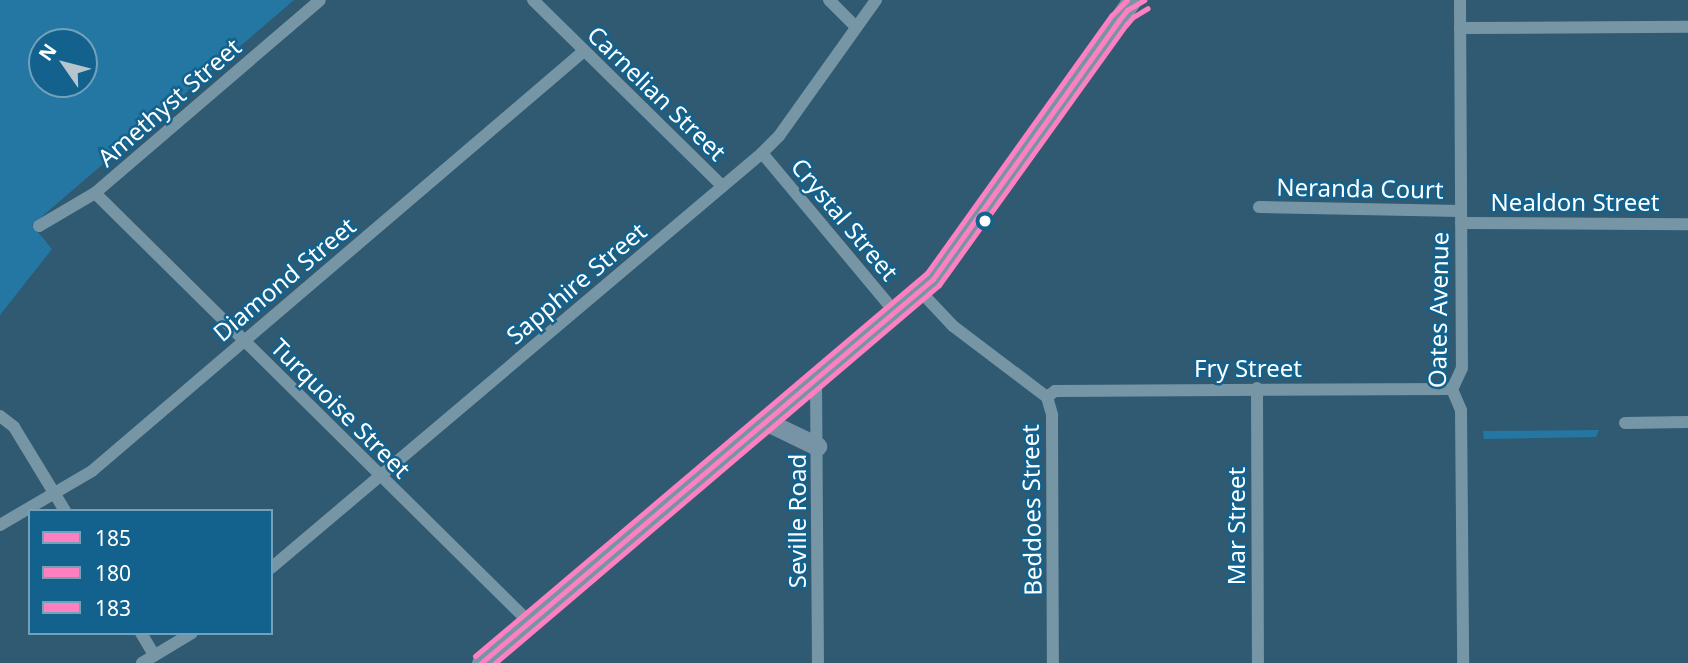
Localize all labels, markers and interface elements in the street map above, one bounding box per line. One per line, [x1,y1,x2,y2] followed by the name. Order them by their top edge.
• • • • • • •
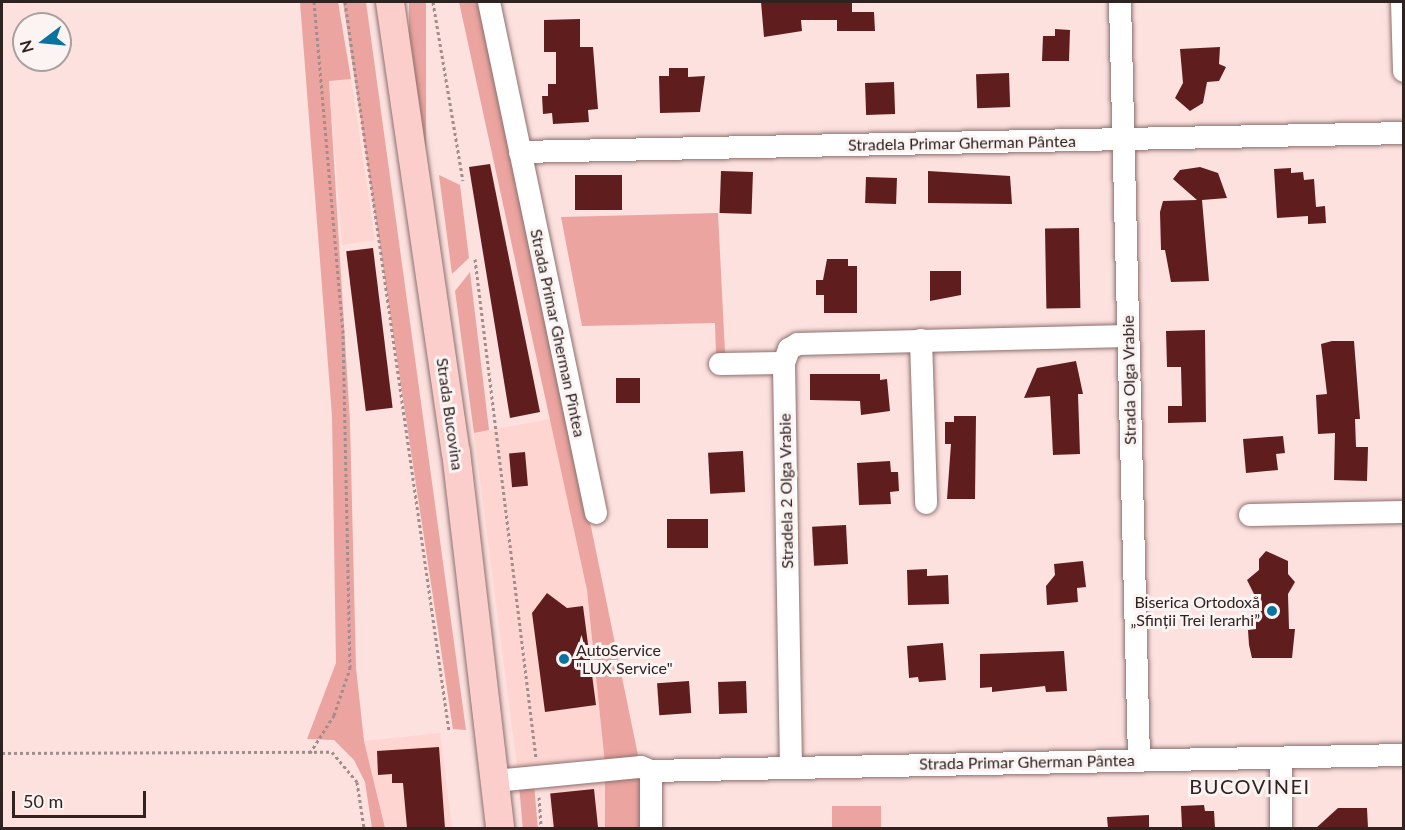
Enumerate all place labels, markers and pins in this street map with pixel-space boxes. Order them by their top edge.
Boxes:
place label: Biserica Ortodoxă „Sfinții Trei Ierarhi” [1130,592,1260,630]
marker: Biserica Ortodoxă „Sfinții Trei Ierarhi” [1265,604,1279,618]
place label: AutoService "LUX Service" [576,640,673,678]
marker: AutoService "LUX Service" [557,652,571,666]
• • • • • • •
** Work required **
All lines of the records above that carry the word "markers" should be listed.

** Answer section **
Localize all labels, markers and interface elements in the street map above, one bounding box per line. One per line, [x1,y1,x2,y2] followed by the name. Order them by their top edge.
Enumerate all place labels, markers and pins in this street map with pixel-space boxes. Order them by their top edge.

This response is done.